On the racing page, his racing writer, now demoted to halfway down the space available, was happy to let readers know that their very own syndicate-forming trainer was sponsoring a race at Marlborough the following Saturday ‘Be there!’ encouraged the Voice. ‘Kinser can win.’
‘Race to Mainstream Mile!’ admonished the food column. ‘A brilliant Kinser double!’
As he had always done to dilute disappointment and make frustration bearable, Bill Williams stretched for a ball-point and paper and wrote the knots out of his system.
He wrote with vigour, and unforgiving fire. He wrote from the sharp memory of humiliation and from an unappeased lust for revenge. He ridiculed Pauline Kinser for the pretension of her kaftans and the snobbery of her no-boats ban. He savagely pulverised the multiple lies of the make-believe glamorous racing stable and he jeered at Dennis Kinser himself for being a conceited humbug, a fast-talking trickster, a self-deluding sham. It was a piece designed and calculated to trample and destroy. It would probably never see public print.
One of Dennis Kinser’s gaudy press releases ended up in the Lionheart News Group’s little-used office of F. Harold Field. F. Harold, his hand hovering over the shredder, caught a glimpse of the words ‘Mainstream Mile’ and briefly glanced at the come-hither.

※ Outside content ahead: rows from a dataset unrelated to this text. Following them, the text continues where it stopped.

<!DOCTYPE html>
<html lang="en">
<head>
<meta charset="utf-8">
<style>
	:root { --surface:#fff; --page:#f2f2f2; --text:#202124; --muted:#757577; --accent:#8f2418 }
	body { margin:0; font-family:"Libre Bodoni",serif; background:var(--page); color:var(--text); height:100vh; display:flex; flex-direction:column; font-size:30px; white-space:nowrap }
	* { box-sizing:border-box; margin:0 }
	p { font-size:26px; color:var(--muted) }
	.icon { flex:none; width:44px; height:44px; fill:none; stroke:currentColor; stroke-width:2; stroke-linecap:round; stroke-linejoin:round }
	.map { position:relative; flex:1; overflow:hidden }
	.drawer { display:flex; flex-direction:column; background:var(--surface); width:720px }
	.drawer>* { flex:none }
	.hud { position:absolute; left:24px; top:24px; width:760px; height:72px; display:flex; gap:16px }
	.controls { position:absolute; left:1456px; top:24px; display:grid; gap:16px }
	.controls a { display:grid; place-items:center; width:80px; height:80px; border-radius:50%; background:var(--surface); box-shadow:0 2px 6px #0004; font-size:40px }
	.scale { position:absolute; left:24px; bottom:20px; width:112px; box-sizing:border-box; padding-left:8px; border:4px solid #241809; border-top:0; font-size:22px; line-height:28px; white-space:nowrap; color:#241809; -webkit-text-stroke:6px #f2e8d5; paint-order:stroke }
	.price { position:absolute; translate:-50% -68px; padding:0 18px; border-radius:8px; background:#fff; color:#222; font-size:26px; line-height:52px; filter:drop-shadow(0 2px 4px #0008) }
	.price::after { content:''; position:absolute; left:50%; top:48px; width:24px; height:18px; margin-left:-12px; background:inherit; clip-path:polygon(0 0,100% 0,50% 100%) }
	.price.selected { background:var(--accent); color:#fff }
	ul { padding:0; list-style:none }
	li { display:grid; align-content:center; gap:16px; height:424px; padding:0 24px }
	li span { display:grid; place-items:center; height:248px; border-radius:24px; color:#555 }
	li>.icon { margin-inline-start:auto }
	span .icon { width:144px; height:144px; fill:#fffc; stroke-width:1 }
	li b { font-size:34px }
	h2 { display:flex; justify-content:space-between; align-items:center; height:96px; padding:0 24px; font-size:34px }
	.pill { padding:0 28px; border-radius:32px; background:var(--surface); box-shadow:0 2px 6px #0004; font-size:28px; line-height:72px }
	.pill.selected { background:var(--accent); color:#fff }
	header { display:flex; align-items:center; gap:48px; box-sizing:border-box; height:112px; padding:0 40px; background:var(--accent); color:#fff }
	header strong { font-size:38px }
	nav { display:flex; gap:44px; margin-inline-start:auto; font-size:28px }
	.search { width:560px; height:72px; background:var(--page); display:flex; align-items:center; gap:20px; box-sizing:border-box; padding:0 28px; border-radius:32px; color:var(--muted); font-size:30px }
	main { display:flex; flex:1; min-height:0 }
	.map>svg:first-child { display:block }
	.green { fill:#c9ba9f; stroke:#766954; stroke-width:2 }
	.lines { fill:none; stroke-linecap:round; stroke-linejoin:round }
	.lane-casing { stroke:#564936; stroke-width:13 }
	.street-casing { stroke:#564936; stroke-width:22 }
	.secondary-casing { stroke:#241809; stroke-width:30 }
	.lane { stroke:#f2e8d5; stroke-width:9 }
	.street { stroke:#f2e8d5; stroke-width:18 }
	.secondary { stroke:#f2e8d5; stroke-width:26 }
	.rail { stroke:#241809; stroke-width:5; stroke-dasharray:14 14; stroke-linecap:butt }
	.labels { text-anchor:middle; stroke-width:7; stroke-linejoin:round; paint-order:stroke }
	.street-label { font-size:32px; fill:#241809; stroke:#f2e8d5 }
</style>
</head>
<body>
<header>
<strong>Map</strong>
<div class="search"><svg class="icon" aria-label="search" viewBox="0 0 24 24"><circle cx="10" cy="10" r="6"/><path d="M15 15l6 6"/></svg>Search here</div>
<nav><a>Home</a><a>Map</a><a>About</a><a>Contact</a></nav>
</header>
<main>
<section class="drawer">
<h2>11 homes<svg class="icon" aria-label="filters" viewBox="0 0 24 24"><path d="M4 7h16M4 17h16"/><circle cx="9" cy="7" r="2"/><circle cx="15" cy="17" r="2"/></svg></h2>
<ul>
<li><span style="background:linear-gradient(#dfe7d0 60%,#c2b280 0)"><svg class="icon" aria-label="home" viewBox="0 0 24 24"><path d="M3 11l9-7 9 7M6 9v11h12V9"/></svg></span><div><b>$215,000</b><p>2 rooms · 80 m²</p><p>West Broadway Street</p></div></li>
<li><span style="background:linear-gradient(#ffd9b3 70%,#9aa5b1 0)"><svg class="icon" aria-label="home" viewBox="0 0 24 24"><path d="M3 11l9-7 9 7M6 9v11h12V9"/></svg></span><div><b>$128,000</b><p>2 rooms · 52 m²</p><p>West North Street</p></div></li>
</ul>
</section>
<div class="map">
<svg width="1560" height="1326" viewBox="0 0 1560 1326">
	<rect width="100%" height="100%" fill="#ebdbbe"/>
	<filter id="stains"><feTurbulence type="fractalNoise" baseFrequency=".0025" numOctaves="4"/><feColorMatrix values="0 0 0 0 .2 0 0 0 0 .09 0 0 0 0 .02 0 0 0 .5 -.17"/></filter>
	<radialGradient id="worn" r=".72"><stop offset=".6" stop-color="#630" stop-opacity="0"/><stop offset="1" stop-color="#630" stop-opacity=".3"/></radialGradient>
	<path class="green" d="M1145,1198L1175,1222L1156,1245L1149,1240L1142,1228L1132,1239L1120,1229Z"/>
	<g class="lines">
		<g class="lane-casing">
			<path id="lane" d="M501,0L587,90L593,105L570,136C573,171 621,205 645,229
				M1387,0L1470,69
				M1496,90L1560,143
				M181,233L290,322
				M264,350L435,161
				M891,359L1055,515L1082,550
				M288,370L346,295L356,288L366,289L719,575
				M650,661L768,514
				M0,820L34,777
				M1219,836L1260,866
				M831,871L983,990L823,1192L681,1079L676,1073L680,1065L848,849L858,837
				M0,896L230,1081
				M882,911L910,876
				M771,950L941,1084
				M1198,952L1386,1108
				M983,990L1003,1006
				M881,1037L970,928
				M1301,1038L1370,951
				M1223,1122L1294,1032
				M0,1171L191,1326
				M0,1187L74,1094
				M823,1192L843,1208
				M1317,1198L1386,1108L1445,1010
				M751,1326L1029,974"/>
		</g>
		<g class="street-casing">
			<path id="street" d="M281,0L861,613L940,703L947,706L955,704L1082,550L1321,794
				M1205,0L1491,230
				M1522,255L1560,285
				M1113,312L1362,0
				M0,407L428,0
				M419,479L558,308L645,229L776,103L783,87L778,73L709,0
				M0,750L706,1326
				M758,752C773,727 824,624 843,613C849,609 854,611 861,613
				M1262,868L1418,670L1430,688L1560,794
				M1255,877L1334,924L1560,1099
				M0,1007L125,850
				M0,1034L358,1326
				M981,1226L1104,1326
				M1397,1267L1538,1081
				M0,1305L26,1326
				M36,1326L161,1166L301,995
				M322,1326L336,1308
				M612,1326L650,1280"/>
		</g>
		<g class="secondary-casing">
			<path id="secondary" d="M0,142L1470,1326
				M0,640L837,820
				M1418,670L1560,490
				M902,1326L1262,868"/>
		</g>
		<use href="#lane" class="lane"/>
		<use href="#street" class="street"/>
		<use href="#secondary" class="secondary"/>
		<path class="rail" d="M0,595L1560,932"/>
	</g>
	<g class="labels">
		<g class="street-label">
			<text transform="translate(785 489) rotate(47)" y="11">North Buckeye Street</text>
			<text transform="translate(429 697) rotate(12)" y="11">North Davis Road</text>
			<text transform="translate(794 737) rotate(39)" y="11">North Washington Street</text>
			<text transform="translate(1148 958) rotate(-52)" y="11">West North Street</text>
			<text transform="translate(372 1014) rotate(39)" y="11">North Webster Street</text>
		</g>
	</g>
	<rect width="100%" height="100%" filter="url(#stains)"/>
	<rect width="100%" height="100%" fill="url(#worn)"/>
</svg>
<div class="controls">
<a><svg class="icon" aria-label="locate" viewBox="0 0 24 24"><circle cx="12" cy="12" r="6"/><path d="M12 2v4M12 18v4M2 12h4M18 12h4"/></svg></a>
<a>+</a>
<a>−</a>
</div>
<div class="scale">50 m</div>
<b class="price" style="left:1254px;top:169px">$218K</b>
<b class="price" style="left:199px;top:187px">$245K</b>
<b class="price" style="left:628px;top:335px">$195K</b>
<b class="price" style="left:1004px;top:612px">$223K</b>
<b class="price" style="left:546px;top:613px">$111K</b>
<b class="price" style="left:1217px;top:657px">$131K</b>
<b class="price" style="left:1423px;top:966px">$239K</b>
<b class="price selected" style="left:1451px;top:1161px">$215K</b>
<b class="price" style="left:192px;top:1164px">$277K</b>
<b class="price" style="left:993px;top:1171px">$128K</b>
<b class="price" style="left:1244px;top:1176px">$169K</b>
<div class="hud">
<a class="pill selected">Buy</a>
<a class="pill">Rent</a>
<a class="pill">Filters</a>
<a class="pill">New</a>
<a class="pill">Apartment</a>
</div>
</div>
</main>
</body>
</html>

‘Warm Welcome’, he read, and smiled grimly. Not his lasting impression of the head waiter.
‘Hurdle race sponsored by trainer Dennis Kinser, co-owner of Mainstream Mile. Buffet lunch. Restaurant chef. Chance to buy a share in a Syndicate!’
Hm… F. Harold Field, who liked a flutter, decided to go.
Bill Williams, Dennis Kinser and F. Harold Field collided at Marlborough racecourse.